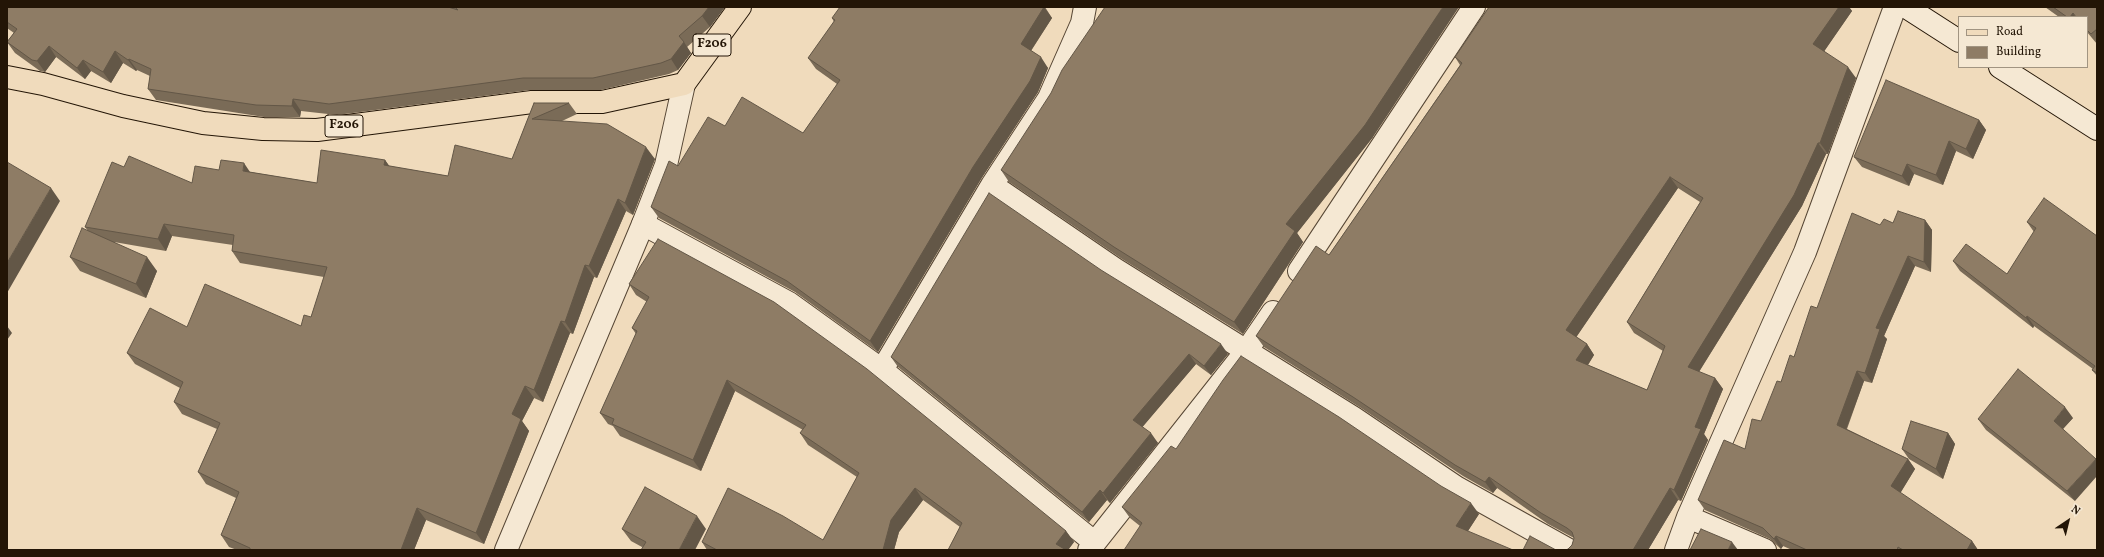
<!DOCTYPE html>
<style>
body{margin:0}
#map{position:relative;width:2104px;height:557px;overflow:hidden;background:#f0dbbc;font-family:Vollkorn,serif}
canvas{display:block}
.frame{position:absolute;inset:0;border:8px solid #231506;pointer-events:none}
.legend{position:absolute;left:1958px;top:16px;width:130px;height:52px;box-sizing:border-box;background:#f5e8d3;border:1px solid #a19481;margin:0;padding:5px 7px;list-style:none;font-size:12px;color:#231506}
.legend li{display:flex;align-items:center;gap:8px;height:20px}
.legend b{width:20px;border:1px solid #a19481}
.north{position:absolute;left:2048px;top:501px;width:40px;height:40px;-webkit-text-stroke:3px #f5e8d3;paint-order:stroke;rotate:35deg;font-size:11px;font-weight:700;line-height:16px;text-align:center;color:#231506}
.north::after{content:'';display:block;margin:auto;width:14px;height:18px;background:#231506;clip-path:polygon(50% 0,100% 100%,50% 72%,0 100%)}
</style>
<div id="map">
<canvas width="2104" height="557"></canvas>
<div class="frame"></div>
<ul class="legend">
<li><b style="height:5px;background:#f0dbbc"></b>Road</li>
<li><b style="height:11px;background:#8e7c65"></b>Building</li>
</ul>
<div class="north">N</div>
</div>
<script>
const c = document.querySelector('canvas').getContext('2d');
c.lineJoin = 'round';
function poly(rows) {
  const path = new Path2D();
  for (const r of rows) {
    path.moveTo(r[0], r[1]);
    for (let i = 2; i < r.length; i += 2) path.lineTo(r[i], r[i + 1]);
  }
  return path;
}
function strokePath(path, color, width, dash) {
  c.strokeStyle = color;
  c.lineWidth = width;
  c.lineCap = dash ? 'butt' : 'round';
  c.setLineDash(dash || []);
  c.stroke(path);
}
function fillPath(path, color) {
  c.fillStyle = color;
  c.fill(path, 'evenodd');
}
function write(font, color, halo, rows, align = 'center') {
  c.font = font + ' Vollkorn,serif';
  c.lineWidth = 3;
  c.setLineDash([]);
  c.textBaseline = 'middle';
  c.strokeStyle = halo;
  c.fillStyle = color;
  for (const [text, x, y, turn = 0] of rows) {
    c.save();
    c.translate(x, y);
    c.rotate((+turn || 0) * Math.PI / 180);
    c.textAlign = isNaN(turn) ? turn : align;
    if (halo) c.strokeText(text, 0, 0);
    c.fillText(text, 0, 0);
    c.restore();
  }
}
const minor = poly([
 [992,185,1115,269,1354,418,1456,487,1569,550],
 [643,224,789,303,882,370,1094,542],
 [1299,271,1474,7],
 [882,370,992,185,1049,98,1082,23,1085,7],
 [1688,517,1765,550],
 [1089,550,1247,350,1273,312],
 [1676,550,1688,517,1805,252,1895,7]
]);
const tertiary = poly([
 [506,550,643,224,666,165,684,84]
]);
const secondary = poly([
 [1906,7,1959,41],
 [2000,67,2097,129]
]);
const primary = poly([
 [7,77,43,84,123,106,203,123,263,129,317,130,532,102,602,102,684,84,740,7]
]);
strokePath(minor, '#564634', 24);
strokePath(tertiary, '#564634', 24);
strokePath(secondary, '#231506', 24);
strokePath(primary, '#231506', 24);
strokePath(minor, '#f5e8d3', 22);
strokePath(tertiary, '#f5e8d3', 22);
strokePath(secondary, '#f5e8d3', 22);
strokePath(primary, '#f0dbbc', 22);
fillPath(poly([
 [7,7,450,8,450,7,725,7,710,27,687,47,691,53,678,70,669,74,601,90,530,90,337,115,301,111,300,117,264,117,156,100,148,89,150,76,137,70,136,71,123,63,111,83,91,71,85,79,56,57,45,72,40,71,15,53,7,42,14,33,7,28],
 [1045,7,1052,18,1031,51,1048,68,1038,92,981,179,878,352,795,292,659,218,651,207,678,166,725,126,803,133,837,84,816,69,808,58,834,22,832,18],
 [1489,7,1849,7,1852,11,1824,51,1856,78,1828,154,1826,154,1802,206,1699,372,1715,378,1723,389,1704,434,1708,440,1681,501,1678,500,1648,550,1566,550,1568,549,1572,545,1574,538,1548,524,1497,488,1493,493,1463,476,1361,408,1264,347,1256,336,1329,255,1460,65,1455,57],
 [1678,188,1700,202,1627,322,1634,333,1663,351,1647,390,1588,365,1594,355,1587,344,1576,337],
 [2045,7,2097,7,2097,44,2087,32,2087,17,2059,17],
 [534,103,569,103,577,114,562,121,655,159,633,215,626,211,597,278,594,277,573,334,570,333,543,402,534,398,522,421,529,431,484,544,426,520,414,550,237,550,229,547,221,535,236,498,206,484,198,472,217,429,182,414,174,402,180,388,135,364,127,353,187,327,301,326,311,317,324,277,240,263,232,251,233,245,172,236,166,251,114,242,157,271,146,298,80,271,70,257,88,231,85,227,124,167,192,183,250,172,317,183,385,160,389,166,448,176,512,159],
 [1979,120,1986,130,1973,159,1956,151,1943,185,1914,174,1909,186,1862,167,1854,157],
 [1373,137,1297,233,1303,242,1243,334,1122,259,1009,182,1001,170],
 [1925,220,1932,230,1931,272,1915,266,1884,336,1887,339,1872,383,1864,381,1847,429,1908,459,1915,469,1900,493,1972,541,1978,550,1792,550,1783,546,1781,549,1770,539,1705,510,1698,500,1745,449,1761,421,1781,382,1794,357,1817,308,1880,225,1893,223],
 [2027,222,2097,236,2097,376,2092,370,2093,369,2034,326,2033,328,1960,271,1953,261,2007,274,2034,232],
 [629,284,1066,531,1074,542,1068,550,948,550,960,527,923,500,899,532,894,550,707,550,702,542,823,540,857,477,808,445,800,433,803,430,735,391,701,471,620,436,613,426,608,424,600,413,636,334,632,328,647,302,636,295],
 [1228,354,1211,375,1196,364,1142,427,1158,443,1110,503,1107,500,1089,522,898,367,891,357],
 [2073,418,2063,429,2075,501,1986,430,1978,419],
 [1948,433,1955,444,1943,479,1909,459,1902,449],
 [1176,449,1479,514,1468,531,1140,526,1130,518,1122,507],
 [622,529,706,529,642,547,631,541]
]), '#7a6b57');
fillPath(poly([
 [709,7,725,7,710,27,702,16],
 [1044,7,1052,18,1028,55,1021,44],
 [1443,7,1459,7,1373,137,1297,233,1303,242,1243,334,1234,322,1286,224],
 [1839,7,1849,7,1852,11,1821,56,1813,44],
 [2073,13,2075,17,2070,17],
 [684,42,691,53,678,70,671,59],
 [49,46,56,57,45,72,37,61],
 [115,51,123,63,111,83,103,72],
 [1041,57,1048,68,1038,92,981,179,878,352,870,341,973,167],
 [129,59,137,70,136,71,128,60],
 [83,60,91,71,85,79,77,68],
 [1848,67,1856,78,1828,154,1820,143],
 [293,99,301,111,300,117,292,106],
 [1979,120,1986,130,1973,159,1966,149],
 [1949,141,1956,151,1943,185,1936,175],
 [1818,143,1826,154,1802,206,1695,378,1688,367],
 [646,147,655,159,633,215,625,203],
 [385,160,393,171,384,165],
 [244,163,252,175,243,171],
 [1907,164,1914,174,1909,186,1902,176],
 [1670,177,1678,188,1573,342,1566,330],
 [51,188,60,201,7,293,7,263],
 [618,199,626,211,597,278,589,266],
 [1925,220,1932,230,1931,272,1924,262],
 [164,224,172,236,166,251,158,239],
 [1908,256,1915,266,1884,336,1887,339,1872,383,1865,373,1876,328],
 [147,257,157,271,146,298,136,284],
 [585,265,594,277,573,334,565,322],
 [2027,316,2034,326,2033,328,2026,318],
 [561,321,570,333,543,402,534,390],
 [7,326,12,333,7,340],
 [1221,344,1228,354,1211,375,1204,366],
 [1587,344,1594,355,1584,371,1576,360],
 [1189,354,1196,364,1140,430,1133,420],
 [1857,371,1864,381,1844,435,1837,425],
 [1715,378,1723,389,1704,434,1708,440,1681,501,1674,490,1695,427],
 [727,380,735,391,701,471,693,460],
 [525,386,534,398,522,421,529,431,484,544,476,533,512,414],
 [2065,407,2073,418,2061,431,2054,421],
 [1151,433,1158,443,1110,503,1103,493],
 [1948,433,1955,444,1943,479,1936,469],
 [1908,459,1915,469,1898,497,1891,486],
 [2096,459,2097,460,2097,476,2075,501,2067,491],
 [1489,477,1497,488,1493,493,1485,482],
 [915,488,923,500,899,532,894,550,883,550,891,520],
 [1670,488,1678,500,1648,550,1633,550],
 [1100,490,1107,500,1089,522,1082,512],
 [1471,503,1479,514,1464,537,1456,526],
 [417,508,426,520,414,550,401,550],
 [697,516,706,529,695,550,679,550],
 [1066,531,1074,542,1068,550,1060,550,1056,544],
 [1776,536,1783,546,1781,549,1774,539],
 [1972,541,1978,550,1967,550],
 [1732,542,1738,550,1728,550]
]), '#635747');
const building = poly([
 [7,7,448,7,458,10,455,7,709,7,702,16,679,36,684,42,671,59,661,63,593,78,523,78,329,104,293,99,292,106,256,105,148,89,151,69,129,59,128,60,115,51,103,72,83,60,77,68,49,46,37,61,32,60,7,42,17,29,7,22,7,7],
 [840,7,1044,7,1021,44,1041,57,1030,81,973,167,870,341,787,281,651,207,669,161,678,166,708,117,725,126,742,97,803,133,840,80,808,58,835,20,832,18,840,7],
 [1105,7,1443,7,1365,125,1286,224,1295,231,1234,322,1114,247,1001,170,1051,93,1062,70,1105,7],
 [1489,7,1839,7,1813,44,1848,67,1820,143,1818,143,1794,195,1688,367,1715,378,1695,427,1701,429,1674,490,1670,488,1633,550,1566,550,1568,549,1572,545,1574,538,1572,532,1567,528,1541,513,1489,477,1485,482,1455,465,1353,397,1256,336,1316,246,1329,255,1462,63,1455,57,1489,7],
 [1670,177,1703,198,1627,322,1665,346,1647,390,1576,360,1587,344,1566,330,1670,177],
 [2053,7,2097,7,2097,29,2091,34,2087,30,2087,17,2076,17,2073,13,2070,17,2067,17,2053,7],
 [1886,80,1979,120,1966,149,1949,141,1936,175,1907,164,1902,176,1854,157,1886,80],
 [534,103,569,103,532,119,607,124,646,147,625,203,618,199,589,266,585,265,565,322,561,321,534,390,525,386,512,414,521,419,476,533,417,508,401,550,250,550,250,548,221,535,239,492,198,472,220,423,174,402,183,382,127,353,150,308,187,327,205,284,301,326,304,315,311,317,327,267,232,251,234,235,164,224,158,239,85,227,112,162,124,167,129,156,192,183,195,166,219,170,221,160,244,163,243,171,317,183,321,150,385,160,384,165,448,176,455,145,512,159,534,103],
 [7,162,51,188,7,263,7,162],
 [989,193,1101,270,1221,344,1204,366,1189,354,1133,420,1151,433,1103,493,1100,490,1082,512,891,357,989,193],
 [2044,198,2097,236,2097,373,2092,370,2095,366,2027,316,2026,318,1953,261,1966,244,2007,274,2036,228,2027,222,2044,198],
 [1898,211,1925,220,1924,262,1908,256,1876,328,1880,329,1865,373,1857,371,1837,425,1908,459,1891,486,1972,541,1967,550,1903,550,1898,547,1897,550,1807,550,1776,536,1774,539,1763,528,1698,500,1724,440,1745,449,1752,419,1761,421,1777,381,1781,382,1790,355,1794,357,1811,306,1817,308,1852,213,1880,225,1884,219,1893,223,1898,211],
 [82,228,147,257,136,284,70,257,82,228],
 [658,239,774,302,867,369,1066,531,1056,544,1066,550,948,550,962,523,915,488,891,520,883,550,717,550,702,542,728,488,783,516,823,540,859,473,800,433,806,425,727,380,693,460,612,424,614,419,600,413,637,331,632,328,649,297,629,284,658,239],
 [1241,356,1339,417,1441,486,1471,503,1456,526,1513,550,1124,550,1142,523,1122,507,1171,446,1176,449,1223,380,1241,356],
 [2018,369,2065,407,2054,421,2096,459,2067,491,1978,419,2018,369],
 [1911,421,1948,433,1936,469,1902,449,1911,421],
 [645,487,697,516,679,550,641,550,646,542,622,529,645,487],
 [1701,529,1732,542,1728,550,1690,550,1701,529],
 [1530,536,1556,550,1523,550,1530,536]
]);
fillPath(building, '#8e7c65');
strokePath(building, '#635747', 1);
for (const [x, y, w] of [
 [712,45,38],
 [344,126,38]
]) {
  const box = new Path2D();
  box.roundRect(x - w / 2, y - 11, w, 22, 3);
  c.fillStyle = '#f5e8d3';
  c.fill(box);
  strokePath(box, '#231506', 1);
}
write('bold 13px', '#231506', null, [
 ["F206",712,45],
 ["F206",344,126]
]);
</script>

+===+

§ **WHAT THE TASK ASKS**
Reproduce the entries above exactly, but only the lines between the line holding "function strokePath(path, color, width, dash)" and the line holding "function write(font, color, halo, rows, align", inclusive.

§ **WRITTEN ANSWER**
function strokePath(path, color, width, dash) {
  c.strokeStyle = color;
  c.lineWidth = width;
  c.lineCap = dash ? 'butt' : 'round';
  c.setLineDash(dash || []);
  c.stroke(path);
}
function fillPath(path, color) {
  c.fillStyle = color;
  c.fill(path, 'evenodd');
}
function write(font, color, halo, rows, align = 'center') {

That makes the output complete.